Interview of Tomáš Holub, Bank Board member
By Krystof Chamonikolas and Peter Laca (Bloomberg 14. 6. 2021)
The Czech Republic should kick off interest-rate increases this month to prevent the factors driving global inflation from sending consumer prices spiraling out of control, central banker Tomas Holub said.
The country is among a handful of European Union states taking a hawkish stance in the debate over whether surging inflation is temporary and outside of central banks’ influence or a more durable threat requiring tighter monetary policy. In the bloc’s east, Hungary has a similar view, while Poland is betting that price pressures will abate and no action is needed.

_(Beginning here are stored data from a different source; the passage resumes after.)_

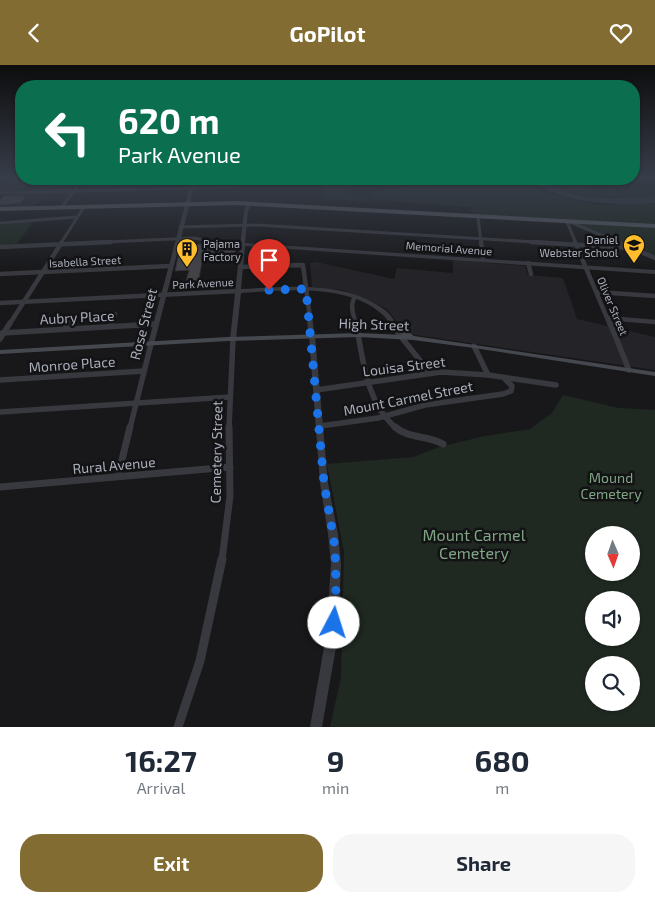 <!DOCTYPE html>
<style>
:root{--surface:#fff;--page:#f6f6f7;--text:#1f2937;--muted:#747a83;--accent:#836c32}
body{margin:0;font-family:"Exo 2",sans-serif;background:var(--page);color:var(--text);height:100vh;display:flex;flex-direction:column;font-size:19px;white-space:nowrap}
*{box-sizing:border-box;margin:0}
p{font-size:16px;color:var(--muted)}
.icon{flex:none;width:28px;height:28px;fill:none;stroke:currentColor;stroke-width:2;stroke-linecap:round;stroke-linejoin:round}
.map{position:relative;height:662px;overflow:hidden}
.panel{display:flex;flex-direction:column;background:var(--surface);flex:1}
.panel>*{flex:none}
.guide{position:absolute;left:15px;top:15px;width:625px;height:105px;border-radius:20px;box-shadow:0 1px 4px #0004;background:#0b6e4f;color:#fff;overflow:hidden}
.needle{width:32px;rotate:178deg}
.buttons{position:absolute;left:585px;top:461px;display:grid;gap:10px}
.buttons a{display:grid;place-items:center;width:55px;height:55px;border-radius:50%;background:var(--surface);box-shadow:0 1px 4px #0004;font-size:25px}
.pin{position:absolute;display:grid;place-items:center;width:42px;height:42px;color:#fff;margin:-51px -21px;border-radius:50% 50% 50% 0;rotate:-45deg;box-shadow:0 0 5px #0007}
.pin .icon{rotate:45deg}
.me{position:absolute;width:55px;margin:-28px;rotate:5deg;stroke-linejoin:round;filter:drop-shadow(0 0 4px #0008)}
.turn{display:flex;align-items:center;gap:18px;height:105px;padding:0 20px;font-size:22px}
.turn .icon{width:65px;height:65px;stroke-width:2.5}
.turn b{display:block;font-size:35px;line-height:42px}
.eta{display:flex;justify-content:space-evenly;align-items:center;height:85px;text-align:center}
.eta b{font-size:30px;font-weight:700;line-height:35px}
.action{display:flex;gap:10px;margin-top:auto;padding:10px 20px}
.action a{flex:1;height:58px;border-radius:20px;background:var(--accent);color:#fff;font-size:20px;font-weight:700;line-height:58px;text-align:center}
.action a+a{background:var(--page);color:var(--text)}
header{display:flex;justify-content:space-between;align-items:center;height:65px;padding:0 20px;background:var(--accent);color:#fff;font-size:22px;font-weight:700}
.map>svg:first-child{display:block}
</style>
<header><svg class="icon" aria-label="back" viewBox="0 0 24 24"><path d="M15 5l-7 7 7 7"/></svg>GoPilot<svg class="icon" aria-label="heart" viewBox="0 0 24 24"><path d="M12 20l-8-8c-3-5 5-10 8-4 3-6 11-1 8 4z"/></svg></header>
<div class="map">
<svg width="655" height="662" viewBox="0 0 655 662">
<rect width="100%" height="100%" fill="#18181a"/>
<g fill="#242327">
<path d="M 0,113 L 21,114 L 83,114 L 67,135 L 40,136 L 33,143 L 0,144 L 0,134 L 6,128 L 0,128 Z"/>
<path d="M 453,195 L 525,201 L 528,210 L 563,213 L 577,254 L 655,272 L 655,305 L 409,269 L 402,264 L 387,244 L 373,237 L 342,225 L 312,222 L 310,198 L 316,197 L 394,214 L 397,203 L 453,208 Z"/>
</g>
<g fill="#1f2821" fill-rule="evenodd">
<path d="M 499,114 L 523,114 L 545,127 L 598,140 L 655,138 L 655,191 L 581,160 L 561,155 L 472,150 L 471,142 L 376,135 L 369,129 L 392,123 Z"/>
<path d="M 561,117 L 595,125 L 655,123 L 655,131 C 623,134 578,140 550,119 Z"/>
<path d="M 323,119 L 358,122 L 346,127 L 365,132 L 373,137 L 325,134 Z"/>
<path d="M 34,156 L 17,179 L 0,180 L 0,159 Z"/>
<path d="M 563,330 L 619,343 L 655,345 L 655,662 L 330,662 L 341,612 L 344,487 L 327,399 L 413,392 L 439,382 L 485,371 L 530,364 L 552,348 ZM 594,470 L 631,470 L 631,508 L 594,508 ZM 594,535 L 631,535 L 631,572 L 594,572 ZM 594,600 L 631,600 L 631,638 L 594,638 Z"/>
</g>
<path fill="#2d363f" d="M 529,114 C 547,114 555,124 572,129 C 600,136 628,133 655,131 L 655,138 C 612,141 565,139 529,114 Z"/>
<g fill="#424247" stroke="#323136">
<path d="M 4,131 L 26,131 L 20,138 L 0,140 L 0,135 Z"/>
<path d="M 209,179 L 208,184 L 235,185 L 235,190 L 203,191 L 197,224 L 184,225 L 189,205 L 175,206 L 181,180 Z"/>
</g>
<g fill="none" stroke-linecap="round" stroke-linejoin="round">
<g stroke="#38393f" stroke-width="3">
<path d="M 0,128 L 237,122"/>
<path d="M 62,142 L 83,114"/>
<path d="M 478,152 L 481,178"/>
<path d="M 567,157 L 576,178"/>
<path d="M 570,157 L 620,178"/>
<path d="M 0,158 L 76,152"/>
<path d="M 180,162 L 256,160 L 551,178"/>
<path d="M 61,178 L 84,142"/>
<path d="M 84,178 L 194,173 L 221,178"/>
</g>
<g stroke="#38393f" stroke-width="4.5">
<path d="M 214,177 L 242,182"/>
<path d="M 481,177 L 483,195"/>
<path d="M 531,177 L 631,183"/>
<path d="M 575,177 L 610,260"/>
<path d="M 617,177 L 655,193"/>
<path d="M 0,182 L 111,177"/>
<path d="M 528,198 L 531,209"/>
<path d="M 240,202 L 303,200 L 311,260"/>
<path d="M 0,209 L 170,201"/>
<path d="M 597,227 L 655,231"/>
<path d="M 355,232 C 349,240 354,251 356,260"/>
<path d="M 0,238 L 238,226"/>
<path d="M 608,253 L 655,257"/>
<path d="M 9,260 L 62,177"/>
<path d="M 67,260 L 71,251"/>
<path d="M 111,260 L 115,249"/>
<path d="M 143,260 L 156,259"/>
</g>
<g stroke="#38393f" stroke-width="5.5">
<path d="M 310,258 L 312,271"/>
<path d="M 356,258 C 363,294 366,338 396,363"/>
<path d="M 610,258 L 629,305"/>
<path d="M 111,261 L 112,258"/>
<path d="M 65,264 L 68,258"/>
<path d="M 2,268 L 156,259"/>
<path d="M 402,273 L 430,308"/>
<path d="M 0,274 L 10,258"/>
<path d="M 474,281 L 488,310"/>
<path d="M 0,315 L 144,306"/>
<path d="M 316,325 L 441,307 L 488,310 L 556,320"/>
<path d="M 0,347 L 230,332"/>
<path d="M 320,361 L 378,353 L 425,340 L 503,329 L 511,326 L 512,321 L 505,314"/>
<path d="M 130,363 L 151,279"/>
<path d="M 229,363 L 233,274"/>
</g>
<g stroke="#38393f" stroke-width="7">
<path d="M 395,362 C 409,374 427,370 443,379"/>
<path d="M 118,411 L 130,362"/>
<path d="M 0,422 L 230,402"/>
<path d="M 222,495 L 230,431 L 229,362"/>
</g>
<path stroke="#38393f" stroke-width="9" d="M 178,662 L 200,596 L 222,494"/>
<g fill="#38393f" fill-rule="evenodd">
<path d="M 192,114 L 196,114 L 154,279 L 153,280 L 149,280 L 148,279 Z"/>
<path d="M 249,138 L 251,139 L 248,146 L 245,178 L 655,205 L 655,209 L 245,181 L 241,224 C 288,222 344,215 385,245 C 394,252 398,264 405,273 L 404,274 L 400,274 C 392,267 390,256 382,249 C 348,218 283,225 241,228 L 236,274 L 233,276 L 230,274 L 244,146 L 247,139 Z"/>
<path d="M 312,269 L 315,271 L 328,418 L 338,469 L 341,499 L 338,571 L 322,662 L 310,662 L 326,571 L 331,499 L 328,469 L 320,418 L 309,271 Z"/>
</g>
<path fill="#46484f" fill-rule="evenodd" d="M 393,260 L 399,260 L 414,271 L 655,307 L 655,311 L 474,283 L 413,275 L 359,272 L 228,276 L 0,289 L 0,285 L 228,272 L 359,268 L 403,270 L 393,264 Z"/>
<path fill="#54565e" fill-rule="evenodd" d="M 236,136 L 655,159 L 655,163 L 236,140 L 0,146 L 0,142 Z"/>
</g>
<linearGradient id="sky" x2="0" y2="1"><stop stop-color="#0d0d0e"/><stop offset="0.55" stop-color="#373d49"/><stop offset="1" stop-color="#373d49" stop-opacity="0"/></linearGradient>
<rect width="655" height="206" fill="url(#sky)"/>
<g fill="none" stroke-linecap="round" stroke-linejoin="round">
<path stroke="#1a73e8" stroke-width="9" stroke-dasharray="0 16.2" d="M 269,225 L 306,224 L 324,418 L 335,482 L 336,522 L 334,558"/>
</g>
<defs>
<g id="school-pin" transform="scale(1.125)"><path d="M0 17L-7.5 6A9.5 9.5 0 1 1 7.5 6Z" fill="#fdbd2d" stroke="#131315"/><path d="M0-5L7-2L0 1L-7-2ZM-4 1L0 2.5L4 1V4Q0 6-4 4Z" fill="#111"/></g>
<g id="building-pin" transform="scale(1.125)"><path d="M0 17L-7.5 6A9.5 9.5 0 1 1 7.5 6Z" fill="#fdbd2d" stroke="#131315"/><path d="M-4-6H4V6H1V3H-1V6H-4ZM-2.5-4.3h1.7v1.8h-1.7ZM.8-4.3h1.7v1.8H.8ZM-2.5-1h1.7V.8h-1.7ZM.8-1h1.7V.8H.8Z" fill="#111"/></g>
</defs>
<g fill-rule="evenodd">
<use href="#school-pin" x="634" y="180"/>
<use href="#building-pin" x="187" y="184"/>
</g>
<g text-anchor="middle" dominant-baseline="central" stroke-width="5" stroke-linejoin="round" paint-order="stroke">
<g font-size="11" fill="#a9aeba" stroke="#131315" text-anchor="end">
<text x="618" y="174">Daniel<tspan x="618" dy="13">Webster School</tspan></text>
<text x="203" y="178" text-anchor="start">Pajama<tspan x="203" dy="13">Factory</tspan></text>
</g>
<g font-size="11" fill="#a9aeba" stroke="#131315">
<text transform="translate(449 183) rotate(4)">Memorial Avenue</text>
<text transform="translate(85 196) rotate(-3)">Isabella Street</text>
<text transform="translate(203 218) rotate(-3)">Park Avenue</text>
<text transform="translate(613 241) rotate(67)">Oliver Street</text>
</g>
<g font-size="14" fill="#a9aeba" stroke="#131315">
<text transform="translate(77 252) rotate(-3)">Aubry Place</text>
<text transform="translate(143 259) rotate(-76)">Rose Street</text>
<text transform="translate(374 259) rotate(2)">High Street</text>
<text transform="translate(72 299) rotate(-4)">Monroe Place</text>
<text transform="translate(404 301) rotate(-7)">Louisa Street</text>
<text transform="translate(408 333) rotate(-11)">Mount Carmel Street</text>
<text transform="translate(216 387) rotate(-89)">Cemetery Street</text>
<text transform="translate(114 400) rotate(-5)">Rural Avenue</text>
</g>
<g font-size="14" fill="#7fa683" stroke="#131315">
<text x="611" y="412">Mound<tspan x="611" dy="16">Cemetery</tspan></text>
</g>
<g font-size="16" fill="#7fa683" stroke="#131315">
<text x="474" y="469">Mount Carmel<tspan x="474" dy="18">Cemetery</tspan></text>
</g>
</g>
</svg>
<div class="buttons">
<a><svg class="needle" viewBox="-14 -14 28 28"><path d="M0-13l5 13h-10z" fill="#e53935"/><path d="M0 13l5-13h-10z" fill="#747a83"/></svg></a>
<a><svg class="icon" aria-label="sound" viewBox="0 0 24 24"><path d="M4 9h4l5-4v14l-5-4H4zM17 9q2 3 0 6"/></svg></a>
<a><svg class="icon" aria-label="search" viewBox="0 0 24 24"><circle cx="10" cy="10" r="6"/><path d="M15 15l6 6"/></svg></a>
</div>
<div class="pin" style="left:269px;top:225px;background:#d93025"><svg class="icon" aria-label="arrive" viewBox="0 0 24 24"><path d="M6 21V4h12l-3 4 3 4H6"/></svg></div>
<svg class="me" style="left:334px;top:558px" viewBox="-20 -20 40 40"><circle r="19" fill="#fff"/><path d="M0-13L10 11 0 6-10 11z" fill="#1a73e8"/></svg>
<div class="guide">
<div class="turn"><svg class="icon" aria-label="left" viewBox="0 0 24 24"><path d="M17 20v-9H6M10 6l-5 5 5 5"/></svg><div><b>620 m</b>Park Avenue</div></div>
</div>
</div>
<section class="panel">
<div class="eta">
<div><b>16:27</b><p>Arrival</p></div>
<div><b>9</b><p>min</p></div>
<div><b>680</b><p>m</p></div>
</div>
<div class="action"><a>Exit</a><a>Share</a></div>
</section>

While the current spike in global prices is driven by temporary factors such as supply bottlenecks, there’s “a growing risk of a spill-over into inflation expectations” that the central bank needs to address, Holub said in an interview last week. A local shortage of workers is driving wage growth and keeping consumer inflation around the top of the 1%-3% tolerance range.
But the economic outlook has become more optimistic after a tight lockdown and an accelerating vaccination campaign helped the country overcome one of the world’s deadliest Covid-19 outbreaks. That’s allowed the central bank to reassess its cautious approach as risks of a premature rate hike undermining the recovery have eased, Holub said.
“Here I can see the biggest shift, and I myself am surprised by how quickly it happened,” he said. “Speaking for myself, I’m currently leaning toward a hike in June. I don’t see many reasons to postpone this until August.”
The central bank will next decide on rates on June 23. Holub, who once ran the central bank’s forecasting team, expects the bank to revise its growth outlook for 2021 up to “somewhere around 2.5% or more” after the economy fared better than expected in the first quarter and the pace of easing lockdown restrictions quickened.
The coronavirus crisis has cooled the labor market much less than the bank had anticipated, partly due to massive government spending but also because of an acute labor shortage that existed before the pandemic.
It’s the central bank’s responsibility to make sure short-term price swings don’t transform into longer-term risks on the domestic front in the form of demands for higher wages and other inflation pressures, according to Holub.
“I obviously don’t know how the majority of the board will vote, but already in May the debate had a bigger tilt toward starting monetary-policy normalization than I’d expected,” he said. “So a hike in June is definitely not certain, but I find it realistic.”
Another argument supporting monetary tightening is the outlook for a later unwinding of the budget stimulus than the bank originally assumed. Holub sees at least two hikes this year, but the further pace will depend on many factors, including the exchange rate, whose strength is now mitigating the impact of higher import prices.
“The forecast for the speed of monetary-policy normalization is still rather hawkish, and I can imagine us proceeding more slowly,” he said.